The 40 Year Old Bat Mitzvah

Nitty Gritty

Posted in learning hebrew by Juliet on October 13, 2010

It’s mid-October and with a Bat Mitzvah date on the calendar of December 18, I am  waist-deep in planning.

Unlike a traditional Bat Mitzvah girl, I am the student as well as the party planner.  This has pros and cons.

The pros are many:  I get to pick everything.  My dress, music, color, or cake choice won’t be vetoed by anyone.  Basically I can do whatever the hell I want.  Woo hoo!  I’m seriously considering eggplant colored linens, and I don’t care what anyone else thinks.

The main con is:  I have to study and prepare!  It never ends.  When you become an adult B’nai Mitzvah, people watch closely because it’s a novelty.  If I fall flat on my face on the 18th, or even if I just stumble, everyone will see.

Our class is pooling together to hire a videographer, so my stumbles will be memorialized for…time immemorial, I guess.

I am easily the pokiest student in the class.  BeLinda, who was usually behind me in the Hebrew department, dropped out a couple of months ago.  Her daughter had a Bat Mitzvah at Labor Day and all of the study and planning was just too much.

Louis and I used to be more evenly matched but he’s pulled ahead.  Lorraine has a wonderful ear for language and as a trained musician, she is elegant and graceful at both prayers and her Torah portion.
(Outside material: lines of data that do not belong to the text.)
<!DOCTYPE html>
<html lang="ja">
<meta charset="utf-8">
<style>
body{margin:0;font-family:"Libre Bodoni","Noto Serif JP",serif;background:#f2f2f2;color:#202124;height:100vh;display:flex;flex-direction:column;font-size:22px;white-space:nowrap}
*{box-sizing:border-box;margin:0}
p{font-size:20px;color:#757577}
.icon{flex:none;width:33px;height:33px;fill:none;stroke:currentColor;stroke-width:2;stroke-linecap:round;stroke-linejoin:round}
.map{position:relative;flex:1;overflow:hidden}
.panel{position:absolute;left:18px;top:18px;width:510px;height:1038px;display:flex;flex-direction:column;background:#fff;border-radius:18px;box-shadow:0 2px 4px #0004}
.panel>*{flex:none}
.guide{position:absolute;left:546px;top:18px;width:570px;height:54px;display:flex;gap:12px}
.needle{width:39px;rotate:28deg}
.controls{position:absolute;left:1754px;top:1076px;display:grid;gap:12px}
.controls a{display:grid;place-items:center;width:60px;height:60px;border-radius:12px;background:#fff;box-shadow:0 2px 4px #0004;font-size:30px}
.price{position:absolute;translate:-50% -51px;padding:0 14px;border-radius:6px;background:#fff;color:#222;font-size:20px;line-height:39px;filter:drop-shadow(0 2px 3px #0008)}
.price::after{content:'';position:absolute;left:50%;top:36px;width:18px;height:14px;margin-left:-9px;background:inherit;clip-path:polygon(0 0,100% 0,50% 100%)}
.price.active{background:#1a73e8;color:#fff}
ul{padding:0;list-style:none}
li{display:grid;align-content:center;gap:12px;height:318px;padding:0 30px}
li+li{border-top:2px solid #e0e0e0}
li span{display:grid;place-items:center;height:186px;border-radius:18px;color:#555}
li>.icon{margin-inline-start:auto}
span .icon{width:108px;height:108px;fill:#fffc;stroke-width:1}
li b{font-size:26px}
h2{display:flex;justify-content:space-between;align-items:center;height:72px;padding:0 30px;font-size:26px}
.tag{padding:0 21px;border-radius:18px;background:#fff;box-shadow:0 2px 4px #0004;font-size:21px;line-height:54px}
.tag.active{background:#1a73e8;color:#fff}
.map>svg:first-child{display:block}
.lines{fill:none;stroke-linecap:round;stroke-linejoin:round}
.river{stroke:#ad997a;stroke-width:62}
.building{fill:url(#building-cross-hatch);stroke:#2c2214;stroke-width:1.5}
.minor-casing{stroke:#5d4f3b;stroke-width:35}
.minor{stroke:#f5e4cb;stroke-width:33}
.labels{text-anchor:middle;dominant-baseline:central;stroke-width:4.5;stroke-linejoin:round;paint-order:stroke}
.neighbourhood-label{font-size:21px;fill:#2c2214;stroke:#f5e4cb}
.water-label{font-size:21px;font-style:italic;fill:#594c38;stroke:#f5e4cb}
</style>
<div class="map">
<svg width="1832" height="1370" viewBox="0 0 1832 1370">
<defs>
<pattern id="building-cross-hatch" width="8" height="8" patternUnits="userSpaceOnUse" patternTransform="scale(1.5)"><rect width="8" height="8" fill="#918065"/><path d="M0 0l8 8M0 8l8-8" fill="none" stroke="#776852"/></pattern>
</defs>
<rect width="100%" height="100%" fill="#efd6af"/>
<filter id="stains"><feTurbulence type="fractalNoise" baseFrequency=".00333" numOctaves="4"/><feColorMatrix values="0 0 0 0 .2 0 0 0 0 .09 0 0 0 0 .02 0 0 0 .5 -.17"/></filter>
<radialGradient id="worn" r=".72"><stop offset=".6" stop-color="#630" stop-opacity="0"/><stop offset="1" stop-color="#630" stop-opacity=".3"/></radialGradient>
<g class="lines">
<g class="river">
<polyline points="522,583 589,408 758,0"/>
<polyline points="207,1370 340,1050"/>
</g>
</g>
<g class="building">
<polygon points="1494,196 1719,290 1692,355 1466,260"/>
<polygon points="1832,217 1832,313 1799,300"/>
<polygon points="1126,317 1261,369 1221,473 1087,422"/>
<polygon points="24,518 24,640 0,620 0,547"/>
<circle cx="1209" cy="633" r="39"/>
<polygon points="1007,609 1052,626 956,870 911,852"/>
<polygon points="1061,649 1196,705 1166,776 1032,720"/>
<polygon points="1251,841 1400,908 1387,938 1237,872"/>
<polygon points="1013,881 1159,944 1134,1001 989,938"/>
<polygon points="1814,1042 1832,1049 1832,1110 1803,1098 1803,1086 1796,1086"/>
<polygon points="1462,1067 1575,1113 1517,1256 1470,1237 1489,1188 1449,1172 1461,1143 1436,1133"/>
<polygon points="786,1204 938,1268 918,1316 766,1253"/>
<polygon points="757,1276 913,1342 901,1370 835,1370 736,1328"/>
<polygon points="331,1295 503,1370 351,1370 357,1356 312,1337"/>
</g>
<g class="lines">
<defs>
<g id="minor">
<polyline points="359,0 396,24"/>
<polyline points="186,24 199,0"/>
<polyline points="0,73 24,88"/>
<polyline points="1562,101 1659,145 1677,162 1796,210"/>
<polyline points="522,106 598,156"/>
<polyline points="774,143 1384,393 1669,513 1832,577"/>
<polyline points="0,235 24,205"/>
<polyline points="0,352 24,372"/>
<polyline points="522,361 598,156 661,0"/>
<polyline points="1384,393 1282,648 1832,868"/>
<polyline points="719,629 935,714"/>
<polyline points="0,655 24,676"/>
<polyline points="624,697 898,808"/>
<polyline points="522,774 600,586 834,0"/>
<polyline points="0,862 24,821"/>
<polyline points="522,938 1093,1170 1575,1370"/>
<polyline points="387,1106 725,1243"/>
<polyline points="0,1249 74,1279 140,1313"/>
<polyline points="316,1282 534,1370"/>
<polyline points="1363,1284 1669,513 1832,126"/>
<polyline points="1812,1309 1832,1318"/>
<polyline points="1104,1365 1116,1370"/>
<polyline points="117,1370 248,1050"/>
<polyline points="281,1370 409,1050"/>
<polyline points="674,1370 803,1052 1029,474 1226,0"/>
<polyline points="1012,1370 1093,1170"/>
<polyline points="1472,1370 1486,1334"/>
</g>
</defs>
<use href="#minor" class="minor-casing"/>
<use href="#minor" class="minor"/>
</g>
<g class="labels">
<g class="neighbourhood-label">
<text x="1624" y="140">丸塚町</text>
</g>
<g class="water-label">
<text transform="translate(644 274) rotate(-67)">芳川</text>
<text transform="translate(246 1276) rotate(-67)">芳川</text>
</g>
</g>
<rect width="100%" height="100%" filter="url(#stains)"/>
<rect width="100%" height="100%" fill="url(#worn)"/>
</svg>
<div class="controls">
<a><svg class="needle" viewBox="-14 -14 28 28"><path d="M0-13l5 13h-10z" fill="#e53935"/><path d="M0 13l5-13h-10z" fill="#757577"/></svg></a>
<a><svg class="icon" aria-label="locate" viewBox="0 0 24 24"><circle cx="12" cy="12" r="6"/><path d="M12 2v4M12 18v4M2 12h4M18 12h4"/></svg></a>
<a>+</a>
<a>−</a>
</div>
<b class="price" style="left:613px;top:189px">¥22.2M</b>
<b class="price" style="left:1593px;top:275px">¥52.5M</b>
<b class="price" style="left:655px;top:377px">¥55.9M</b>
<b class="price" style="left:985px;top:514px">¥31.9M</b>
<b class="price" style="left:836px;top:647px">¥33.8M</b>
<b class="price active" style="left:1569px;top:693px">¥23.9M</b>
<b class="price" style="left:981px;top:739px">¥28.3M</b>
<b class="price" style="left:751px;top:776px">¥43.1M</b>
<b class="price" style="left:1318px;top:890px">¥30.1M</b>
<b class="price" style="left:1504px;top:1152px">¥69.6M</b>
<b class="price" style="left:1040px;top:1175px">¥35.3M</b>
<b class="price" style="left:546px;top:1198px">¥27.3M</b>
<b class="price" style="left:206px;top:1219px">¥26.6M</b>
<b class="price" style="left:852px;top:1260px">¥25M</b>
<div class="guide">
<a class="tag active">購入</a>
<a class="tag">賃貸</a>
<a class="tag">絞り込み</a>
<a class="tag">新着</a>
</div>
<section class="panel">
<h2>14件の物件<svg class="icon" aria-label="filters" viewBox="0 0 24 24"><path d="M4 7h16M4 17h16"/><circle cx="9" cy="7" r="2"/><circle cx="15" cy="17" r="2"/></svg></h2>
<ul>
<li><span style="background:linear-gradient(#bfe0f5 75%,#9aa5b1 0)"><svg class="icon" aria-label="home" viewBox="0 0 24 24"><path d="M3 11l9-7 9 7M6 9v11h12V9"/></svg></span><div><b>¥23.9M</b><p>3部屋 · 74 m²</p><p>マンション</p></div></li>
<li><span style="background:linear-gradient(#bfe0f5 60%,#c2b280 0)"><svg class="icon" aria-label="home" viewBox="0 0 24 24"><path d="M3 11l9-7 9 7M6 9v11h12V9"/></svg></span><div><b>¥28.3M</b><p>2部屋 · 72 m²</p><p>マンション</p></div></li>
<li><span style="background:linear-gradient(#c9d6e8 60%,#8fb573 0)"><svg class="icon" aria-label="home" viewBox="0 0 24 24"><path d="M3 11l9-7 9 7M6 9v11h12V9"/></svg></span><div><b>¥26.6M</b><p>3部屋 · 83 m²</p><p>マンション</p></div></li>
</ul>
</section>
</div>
And Sybil….who is in her (late) 70s….none of us can touch Sybil, in dedication, drive, commitment, or skill.

Lorraine and Sybil are taking extra classes with Cantor Lori Frank to learn cantillation (basically like “singing” the portion according to an ancient, arcane system of signs and symbols.)  Louis and I are staggering through our portions hoping to just establish a basic rhythm.

Meanwhile, I’m working on getting everyone’s mailing addresses.  Making final corrections and adding finishing touches to invitations.  Choosing a florist for centerpieces.  Tasting entrees (I’m a vegetarian and was originally going to go all vegetarian, but the owner of the winery where I’m having the after-party luncheon seemed very worried and she knows her own wines and events best, so we’re doing a “duet” plate, and vegetarians will just have the vegetarian entree half of it.)

I ordered and finally received a tallit from Israel, complete with requisite delivery issues, fighting, name calling, and ultimate mutual respect.  (Is it just me or is every online transaction with Israel in this same basic template?  It’s like variations on a theme.)

But the main thing is to keep at it.  We are rehearsing in the sanctuary now, using the real Torah scroll we’ll be reading from on the 18th, and it’s harder than it looks.  Even doing the blessing before Torah reading, which we’ve all said at this point a zillion times and should know by heart, becomes a challenge.  You stand up there, look out at the “crowd” (even rows of empty pews during our rehearsals can be intimidating), and your mind goes blank.

My friend was a flight attendant and she has talked about emergency situations.  “Your mind goes blank, but then your training kicks in.”

So I practice.  Or rather, TRAIN.  And train and train and train.